● **Prompt**
Scan the records below for the word "auto". Copy each line where it appears.

(Stored items)
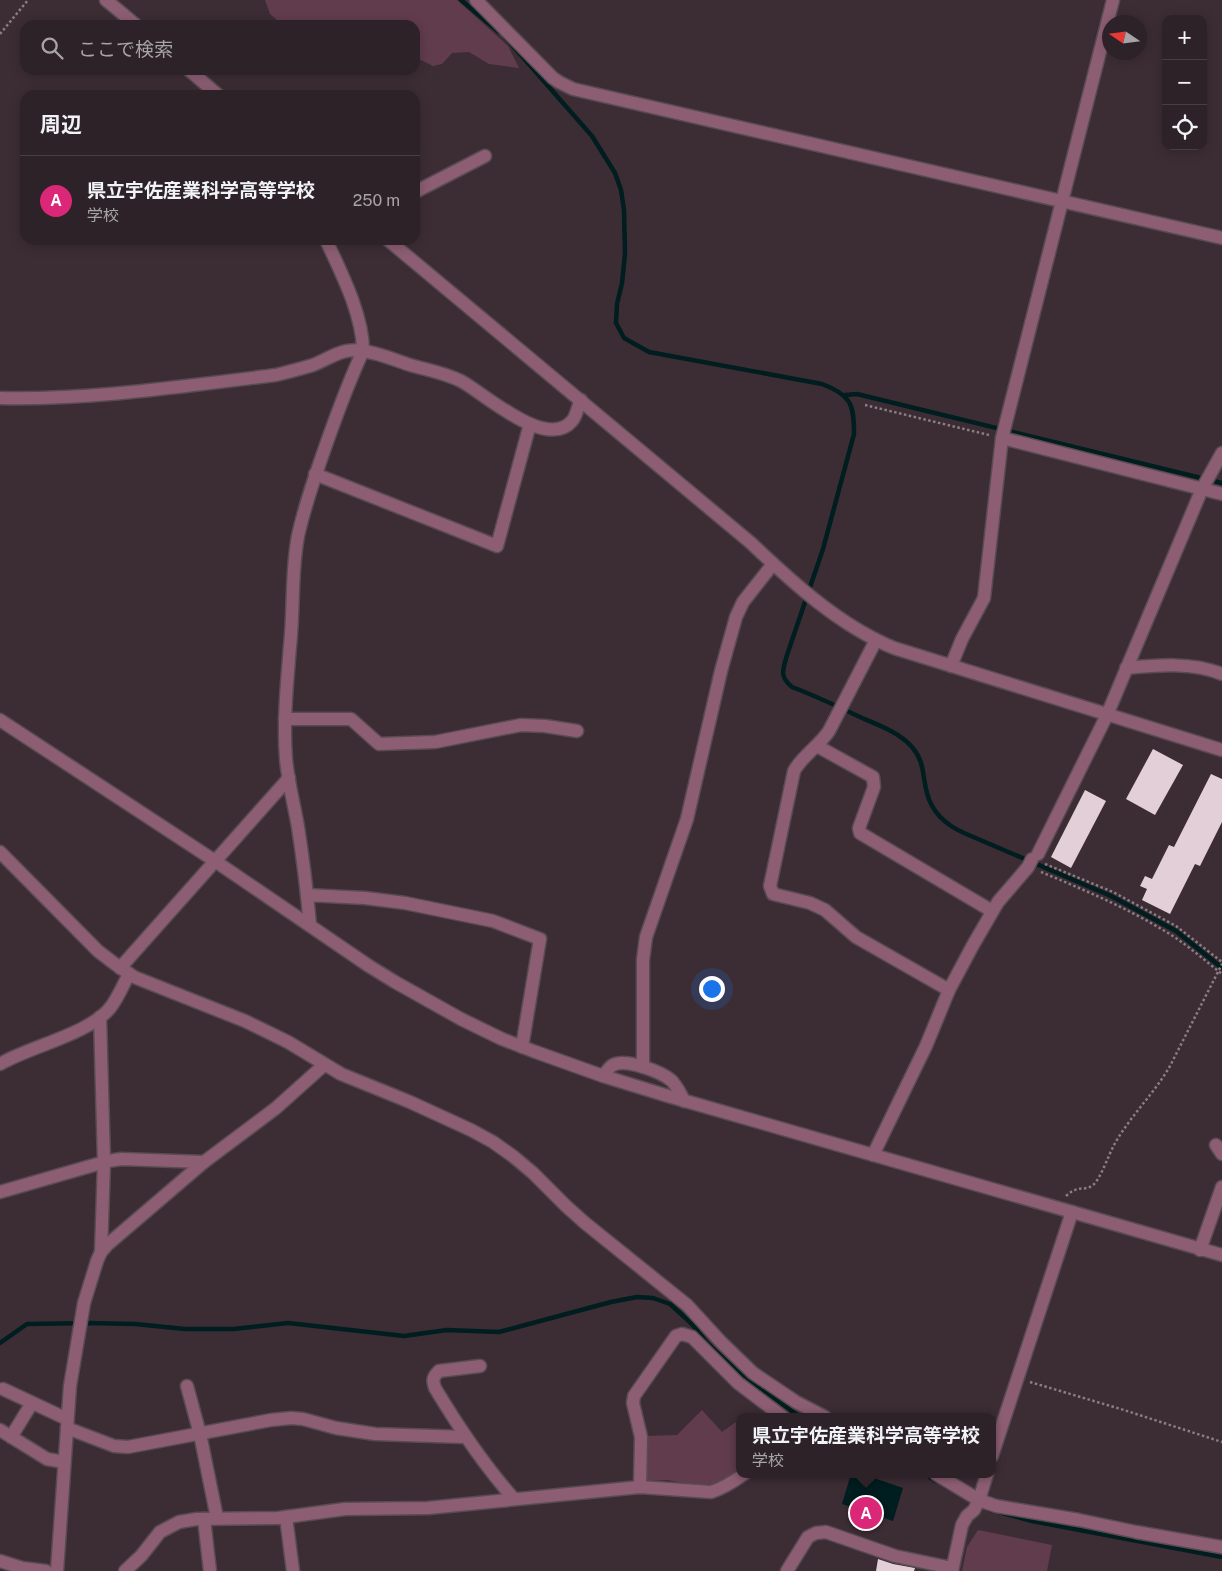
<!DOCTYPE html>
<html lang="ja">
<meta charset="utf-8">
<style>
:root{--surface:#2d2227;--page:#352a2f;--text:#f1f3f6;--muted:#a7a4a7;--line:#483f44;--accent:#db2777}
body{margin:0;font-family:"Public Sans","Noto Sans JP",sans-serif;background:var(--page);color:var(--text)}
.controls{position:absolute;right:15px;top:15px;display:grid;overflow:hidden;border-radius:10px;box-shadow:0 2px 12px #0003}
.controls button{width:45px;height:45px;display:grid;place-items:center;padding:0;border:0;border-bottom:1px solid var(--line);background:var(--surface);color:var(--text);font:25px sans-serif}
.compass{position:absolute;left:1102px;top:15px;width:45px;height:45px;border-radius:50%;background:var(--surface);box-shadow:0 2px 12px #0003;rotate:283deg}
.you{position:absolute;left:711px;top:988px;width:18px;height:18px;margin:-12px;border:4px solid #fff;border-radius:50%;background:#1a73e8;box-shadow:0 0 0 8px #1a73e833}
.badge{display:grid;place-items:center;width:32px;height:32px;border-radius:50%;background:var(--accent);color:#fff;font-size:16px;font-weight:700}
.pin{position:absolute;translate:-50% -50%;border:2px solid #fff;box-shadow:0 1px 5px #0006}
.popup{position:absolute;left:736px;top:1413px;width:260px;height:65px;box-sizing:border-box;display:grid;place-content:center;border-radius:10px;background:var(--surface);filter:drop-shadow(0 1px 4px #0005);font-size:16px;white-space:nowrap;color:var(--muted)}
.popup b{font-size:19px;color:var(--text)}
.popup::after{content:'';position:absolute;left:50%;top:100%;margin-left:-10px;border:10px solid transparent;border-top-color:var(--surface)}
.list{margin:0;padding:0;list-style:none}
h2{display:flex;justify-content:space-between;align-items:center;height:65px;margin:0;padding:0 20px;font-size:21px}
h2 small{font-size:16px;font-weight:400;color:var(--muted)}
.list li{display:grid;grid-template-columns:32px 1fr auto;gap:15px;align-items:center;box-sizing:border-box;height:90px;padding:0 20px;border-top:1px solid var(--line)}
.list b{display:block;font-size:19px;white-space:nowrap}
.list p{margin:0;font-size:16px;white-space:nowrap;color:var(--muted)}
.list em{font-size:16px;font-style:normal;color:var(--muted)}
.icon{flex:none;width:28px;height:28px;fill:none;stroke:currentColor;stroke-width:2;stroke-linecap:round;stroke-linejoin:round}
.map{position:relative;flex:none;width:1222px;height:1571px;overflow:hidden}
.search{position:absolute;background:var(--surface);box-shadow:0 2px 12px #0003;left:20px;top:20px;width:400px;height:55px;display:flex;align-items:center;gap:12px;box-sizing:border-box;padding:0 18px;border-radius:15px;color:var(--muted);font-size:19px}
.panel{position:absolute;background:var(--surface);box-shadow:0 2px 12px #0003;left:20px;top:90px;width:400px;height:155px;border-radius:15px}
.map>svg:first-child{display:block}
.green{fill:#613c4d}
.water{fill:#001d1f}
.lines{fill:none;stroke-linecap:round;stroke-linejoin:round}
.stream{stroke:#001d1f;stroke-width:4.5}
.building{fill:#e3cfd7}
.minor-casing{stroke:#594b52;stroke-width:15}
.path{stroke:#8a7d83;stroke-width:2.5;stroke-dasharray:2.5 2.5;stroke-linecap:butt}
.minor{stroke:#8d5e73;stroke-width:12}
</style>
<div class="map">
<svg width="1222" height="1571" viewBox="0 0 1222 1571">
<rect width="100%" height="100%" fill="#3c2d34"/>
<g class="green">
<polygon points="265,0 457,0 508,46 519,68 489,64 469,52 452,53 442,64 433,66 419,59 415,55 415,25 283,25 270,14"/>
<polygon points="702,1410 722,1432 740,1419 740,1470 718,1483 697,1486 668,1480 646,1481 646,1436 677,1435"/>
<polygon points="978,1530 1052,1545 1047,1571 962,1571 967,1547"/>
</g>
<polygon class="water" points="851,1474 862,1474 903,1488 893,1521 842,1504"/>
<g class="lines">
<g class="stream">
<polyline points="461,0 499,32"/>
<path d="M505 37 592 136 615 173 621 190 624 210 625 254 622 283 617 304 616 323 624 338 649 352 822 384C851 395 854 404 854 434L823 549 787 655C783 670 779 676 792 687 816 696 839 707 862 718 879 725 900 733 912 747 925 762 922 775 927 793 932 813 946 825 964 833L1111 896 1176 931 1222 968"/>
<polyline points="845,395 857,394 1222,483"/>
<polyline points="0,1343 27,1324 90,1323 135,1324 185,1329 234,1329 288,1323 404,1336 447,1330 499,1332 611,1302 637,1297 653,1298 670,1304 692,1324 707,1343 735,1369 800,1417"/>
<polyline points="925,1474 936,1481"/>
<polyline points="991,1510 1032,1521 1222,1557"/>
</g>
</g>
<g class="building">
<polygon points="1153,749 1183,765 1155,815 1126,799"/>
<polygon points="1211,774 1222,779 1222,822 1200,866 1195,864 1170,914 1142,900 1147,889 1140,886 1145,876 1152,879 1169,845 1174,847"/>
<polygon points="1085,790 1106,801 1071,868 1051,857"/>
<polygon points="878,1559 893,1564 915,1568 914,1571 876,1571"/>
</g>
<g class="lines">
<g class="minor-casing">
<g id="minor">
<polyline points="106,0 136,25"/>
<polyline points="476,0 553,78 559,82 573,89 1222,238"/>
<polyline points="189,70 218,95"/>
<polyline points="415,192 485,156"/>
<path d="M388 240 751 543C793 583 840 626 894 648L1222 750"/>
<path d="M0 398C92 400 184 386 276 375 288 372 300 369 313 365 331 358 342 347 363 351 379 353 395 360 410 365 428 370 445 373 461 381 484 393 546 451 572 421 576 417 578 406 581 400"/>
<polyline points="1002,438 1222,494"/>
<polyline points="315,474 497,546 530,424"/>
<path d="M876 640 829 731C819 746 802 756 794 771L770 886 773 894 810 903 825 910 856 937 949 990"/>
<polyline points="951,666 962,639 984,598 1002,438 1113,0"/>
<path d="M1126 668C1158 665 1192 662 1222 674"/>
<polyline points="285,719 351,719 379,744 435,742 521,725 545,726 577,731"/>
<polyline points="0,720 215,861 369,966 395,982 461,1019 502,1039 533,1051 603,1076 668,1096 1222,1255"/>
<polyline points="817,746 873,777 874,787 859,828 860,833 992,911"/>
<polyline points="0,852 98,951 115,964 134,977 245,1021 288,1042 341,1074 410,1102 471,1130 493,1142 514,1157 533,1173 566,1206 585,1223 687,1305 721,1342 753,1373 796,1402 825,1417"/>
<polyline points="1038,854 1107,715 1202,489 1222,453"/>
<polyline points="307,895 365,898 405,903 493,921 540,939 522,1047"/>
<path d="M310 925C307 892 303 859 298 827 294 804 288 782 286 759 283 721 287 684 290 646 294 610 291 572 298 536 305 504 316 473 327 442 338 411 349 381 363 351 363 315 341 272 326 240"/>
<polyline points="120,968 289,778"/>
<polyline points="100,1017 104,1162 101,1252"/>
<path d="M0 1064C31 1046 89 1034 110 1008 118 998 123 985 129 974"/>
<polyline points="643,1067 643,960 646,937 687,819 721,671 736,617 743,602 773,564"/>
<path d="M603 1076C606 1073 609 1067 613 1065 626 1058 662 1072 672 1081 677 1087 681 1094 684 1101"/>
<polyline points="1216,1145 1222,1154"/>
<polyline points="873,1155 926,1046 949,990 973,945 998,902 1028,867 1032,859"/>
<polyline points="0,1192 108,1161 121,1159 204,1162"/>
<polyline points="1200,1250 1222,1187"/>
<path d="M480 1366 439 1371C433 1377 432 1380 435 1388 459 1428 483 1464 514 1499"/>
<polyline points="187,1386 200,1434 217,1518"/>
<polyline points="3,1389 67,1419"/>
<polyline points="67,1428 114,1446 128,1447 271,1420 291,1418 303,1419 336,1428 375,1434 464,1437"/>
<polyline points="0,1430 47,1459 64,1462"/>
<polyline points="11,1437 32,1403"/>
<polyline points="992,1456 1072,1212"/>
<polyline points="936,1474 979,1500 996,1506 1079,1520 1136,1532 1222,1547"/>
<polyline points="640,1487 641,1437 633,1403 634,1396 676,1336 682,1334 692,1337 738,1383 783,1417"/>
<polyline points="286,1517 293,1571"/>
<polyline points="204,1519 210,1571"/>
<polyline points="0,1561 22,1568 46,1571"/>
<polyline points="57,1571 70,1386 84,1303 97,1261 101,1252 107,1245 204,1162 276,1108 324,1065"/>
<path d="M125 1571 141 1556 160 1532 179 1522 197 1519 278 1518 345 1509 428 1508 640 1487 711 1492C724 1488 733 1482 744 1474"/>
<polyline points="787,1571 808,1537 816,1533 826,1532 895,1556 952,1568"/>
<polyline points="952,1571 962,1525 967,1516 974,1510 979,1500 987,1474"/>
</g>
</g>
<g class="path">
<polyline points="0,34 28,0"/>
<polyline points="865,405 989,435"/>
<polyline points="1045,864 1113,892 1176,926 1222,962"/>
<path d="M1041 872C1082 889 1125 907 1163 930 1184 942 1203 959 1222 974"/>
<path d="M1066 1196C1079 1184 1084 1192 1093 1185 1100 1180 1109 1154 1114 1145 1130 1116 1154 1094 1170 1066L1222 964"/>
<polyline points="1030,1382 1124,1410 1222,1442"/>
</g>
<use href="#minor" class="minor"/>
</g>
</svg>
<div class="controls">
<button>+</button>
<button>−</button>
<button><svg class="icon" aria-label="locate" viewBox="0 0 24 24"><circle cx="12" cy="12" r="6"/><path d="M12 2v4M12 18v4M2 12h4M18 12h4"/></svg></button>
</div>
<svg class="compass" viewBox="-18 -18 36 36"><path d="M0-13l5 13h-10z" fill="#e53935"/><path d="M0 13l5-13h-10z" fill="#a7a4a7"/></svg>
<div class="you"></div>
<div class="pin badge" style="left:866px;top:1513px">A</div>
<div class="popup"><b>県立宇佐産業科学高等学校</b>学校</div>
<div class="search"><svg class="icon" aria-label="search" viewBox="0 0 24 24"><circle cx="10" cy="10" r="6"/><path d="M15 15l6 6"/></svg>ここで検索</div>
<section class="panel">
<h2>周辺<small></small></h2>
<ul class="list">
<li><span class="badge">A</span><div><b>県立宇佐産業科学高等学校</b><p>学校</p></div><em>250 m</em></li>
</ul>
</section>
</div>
* * *
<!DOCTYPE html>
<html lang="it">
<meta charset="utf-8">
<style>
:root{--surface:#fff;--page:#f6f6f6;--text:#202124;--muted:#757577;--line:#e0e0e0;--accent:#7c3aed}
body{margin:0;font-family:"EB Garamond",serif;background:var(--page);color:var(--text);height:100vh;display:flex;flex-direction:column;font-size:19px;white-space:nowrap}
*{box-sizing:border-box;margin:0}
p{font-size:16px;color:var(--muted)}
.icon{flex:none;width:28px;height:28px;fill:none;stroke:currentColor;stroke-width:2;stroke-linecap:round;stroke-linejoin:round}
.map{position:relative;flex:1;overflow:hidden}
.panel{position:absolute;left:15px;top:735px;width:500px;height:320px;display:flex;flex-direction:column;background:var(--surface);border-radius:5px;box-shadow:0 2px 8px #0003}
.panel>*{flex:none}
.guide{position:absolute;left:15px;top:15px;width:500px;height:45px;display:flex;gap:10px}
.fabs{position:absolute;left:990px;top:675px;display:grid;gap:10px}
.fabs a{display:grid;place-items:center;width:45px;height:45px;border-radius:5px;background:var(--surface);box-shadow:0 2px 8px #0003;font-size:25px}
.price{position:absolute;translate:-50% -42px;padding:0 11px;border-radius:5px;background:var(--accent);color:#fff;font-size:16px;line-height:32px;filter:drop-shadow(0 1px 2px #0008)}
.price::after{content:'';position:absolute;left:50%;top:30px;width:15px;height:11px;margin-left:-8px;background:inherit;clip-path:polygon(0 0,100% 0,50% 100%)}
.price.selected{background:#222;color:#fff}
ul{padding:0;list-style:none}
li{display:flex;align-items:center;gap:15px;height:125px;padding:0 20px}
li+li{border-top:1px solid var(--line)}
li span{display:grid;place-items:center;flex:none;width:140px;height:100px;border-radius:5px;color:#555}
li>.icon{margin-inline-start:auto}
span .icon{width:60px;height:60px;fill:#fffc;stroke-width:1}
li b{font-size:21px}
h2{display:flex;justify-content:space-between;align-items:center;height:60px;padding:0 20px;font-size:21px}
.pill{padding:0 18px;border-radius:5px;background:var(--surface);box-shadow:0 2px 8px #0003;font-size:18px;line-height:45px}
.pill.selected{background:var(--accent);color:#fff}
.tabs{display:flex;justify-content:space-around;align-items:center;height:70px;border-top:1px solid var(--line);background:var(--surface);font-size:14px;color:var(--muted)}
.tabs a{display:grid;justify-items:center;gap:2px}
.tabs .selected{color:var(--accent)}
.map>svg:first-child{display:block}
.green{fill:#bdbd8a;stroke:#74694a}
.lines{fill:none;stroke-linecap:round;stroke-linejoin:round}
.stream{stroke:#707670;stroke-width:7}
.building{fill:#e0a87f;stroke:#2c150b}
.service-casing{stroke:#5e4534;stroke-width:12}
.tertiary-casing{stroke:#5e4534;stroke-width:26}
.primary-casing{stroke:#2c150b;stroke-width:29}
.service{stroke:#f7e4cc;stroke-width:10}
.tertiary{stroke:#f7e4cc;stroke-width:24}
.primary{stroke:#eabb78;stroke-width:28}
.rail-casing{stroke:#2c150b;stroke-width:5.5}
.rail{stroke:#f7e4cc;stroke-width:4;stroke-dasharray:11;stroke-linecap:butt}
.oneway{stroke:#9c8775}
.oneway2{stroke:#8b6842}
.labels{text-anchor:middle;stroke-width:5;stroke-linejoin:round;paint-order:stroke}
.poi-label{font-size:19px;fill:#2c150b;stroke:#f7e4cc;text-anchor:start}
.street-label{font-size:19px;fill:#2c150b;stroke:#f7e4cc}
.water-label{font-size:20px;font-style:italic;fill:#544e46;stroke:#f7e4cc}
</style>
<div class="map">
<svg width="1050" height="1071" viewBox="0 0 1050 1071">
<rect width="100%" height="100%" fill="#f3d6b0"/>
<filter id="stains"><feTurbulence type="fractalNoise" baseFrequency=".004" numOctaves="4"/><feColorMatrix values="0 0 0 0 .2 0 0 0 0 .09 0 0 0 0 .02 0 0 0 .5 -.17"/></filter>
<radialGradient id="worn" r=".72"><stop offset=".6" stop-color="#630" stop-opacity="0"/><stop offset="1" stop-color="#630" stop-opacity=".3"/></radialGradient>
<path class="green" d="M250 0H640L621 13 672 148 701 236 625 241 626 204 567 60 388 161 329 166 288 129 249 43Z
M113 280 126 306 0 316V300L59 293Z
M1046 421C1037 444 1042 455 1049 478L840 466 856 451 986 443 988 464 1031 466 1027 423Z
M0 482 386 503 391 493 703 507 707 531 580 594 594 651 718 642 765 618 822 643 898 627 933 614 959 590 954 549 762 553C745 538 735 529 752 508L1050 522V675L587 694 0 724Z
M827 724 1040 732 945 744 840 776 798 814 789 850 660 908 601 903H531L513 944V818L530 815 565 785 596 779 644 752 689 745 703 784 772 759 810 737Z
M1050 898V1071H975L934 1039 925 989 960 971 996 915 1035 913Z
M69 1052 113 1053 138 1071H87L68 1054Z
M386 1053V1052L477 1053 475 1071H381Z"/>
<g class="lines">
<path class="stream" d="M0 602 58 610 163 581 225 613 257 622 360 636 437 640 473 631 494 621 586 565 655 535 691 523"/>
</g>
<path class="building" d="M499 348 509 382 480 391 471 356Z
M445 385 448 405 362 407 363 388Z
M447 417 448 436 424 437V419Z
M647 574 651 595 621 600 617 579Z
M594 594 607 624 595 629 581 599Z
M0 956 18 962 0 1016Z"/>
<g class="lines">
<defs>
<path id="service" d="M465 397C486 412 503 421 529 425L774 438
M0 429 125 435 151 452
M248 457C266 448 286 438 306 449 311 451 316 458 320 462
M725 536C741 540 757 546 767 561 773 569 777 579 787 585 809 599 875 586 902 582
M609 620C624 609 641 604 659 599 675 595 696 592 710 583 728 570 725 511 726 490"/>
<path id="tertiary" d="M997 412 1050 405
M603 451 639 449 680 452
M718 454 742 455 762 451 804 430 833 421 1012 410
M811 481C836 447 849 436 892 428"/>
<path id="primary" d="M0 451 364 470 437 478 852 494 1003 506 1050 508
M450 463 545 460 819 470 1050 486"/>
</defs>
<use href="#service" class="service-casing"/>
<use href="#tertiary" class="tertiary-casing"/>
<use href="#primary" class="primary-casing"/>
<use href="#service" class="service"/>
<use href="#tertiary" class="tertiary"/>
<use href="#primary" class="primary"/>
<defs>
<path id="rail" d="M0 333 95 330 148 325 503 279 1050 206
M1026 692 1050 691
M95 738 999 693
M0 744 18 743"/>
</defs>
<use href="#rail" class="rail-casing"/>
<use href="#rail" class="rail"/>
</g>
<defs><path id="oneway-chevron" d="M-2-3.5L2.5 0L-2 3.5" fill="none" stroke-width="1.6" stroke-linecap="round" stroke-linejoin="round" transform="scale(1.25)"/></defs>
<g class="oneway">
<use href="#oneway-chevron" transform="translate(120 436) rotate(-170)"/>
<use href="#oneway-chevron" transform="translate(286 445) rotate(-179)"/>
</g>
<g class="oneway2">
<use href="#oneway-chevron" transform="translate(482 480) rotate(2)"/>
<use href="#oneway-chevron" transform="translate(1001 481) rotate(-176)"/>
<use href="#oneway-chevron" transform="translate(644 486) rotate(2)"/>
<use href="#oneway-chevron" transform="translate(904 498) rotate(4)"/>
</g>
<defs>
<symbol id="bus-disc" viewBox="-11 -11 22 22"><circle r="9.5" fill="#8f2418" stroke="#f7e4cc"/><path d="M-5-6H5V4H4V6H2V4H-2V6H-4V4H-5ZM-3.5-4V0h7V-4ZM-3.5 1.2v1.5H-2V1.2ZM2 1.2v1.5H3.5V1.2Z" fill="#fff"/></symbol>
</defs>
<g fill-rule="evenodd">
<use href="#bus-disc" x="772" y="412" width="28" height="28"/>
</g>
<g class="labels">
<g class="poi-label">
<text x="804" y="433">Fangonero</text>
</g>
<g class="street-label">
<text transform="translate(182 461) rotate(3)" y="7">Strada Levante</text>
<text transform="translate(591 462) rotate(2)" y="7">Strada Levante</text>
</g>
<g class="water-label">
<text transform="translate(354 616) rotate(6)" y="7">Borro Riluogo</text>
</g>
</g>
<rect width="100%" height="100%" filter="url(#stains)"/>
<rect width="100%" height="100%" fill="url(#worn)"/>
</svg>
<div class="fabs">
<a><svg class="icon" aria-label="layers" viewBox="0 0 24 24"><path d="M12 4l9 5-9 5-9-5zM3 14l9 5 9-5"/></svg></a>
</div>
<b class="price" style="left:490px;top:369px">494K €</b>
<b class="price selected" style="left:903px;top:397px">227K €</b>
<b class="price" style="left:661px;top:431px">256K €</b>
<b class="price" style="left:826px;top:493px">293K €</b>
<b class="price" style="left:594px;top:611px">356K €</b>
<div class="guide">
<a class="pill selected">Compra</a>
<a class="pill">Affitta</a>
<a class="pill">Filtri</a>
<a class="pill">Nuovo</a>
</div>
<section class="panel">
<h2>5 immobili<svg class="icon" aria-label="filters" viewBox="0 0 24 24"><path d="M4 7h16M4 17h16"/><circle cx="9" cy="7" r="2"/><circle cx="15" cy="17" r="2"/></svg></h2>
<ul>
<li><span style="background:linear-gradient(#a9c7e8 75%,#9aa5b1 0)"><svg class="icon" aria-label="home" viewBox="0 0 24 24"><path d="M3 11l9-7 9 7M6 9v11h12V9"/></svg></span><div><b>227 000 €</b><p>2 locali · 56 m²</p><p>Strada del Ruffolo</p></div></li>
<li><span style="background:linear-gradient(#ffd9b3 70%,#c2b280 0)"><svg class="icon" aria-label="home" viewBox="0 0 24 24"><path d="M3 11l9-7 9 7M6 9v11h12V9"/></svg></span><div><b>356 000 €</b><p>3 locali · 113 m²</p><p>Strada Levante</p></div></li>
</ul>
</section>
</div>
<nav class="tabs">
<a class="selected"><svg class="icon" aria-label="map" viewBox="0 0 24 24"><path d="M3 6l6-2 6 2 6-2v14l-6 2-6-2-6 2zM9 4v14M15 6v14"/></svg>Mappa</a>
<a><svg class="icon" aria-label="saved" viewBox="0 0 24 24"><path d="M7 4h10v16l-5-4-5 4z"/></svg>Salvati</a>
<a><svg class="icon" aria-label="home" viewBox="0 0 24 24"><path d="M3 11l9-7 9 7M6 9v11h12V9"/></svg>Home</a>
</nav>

● **Written answer**
.list li{display:grid;grid-template-columns:32px 1fr auto;gap:15px;align-items:center;box-sizing:border-box;height:90px;padding:0 20px;border-top:1px solid var(--line)}
li>.icon{margin-inline-start:auto}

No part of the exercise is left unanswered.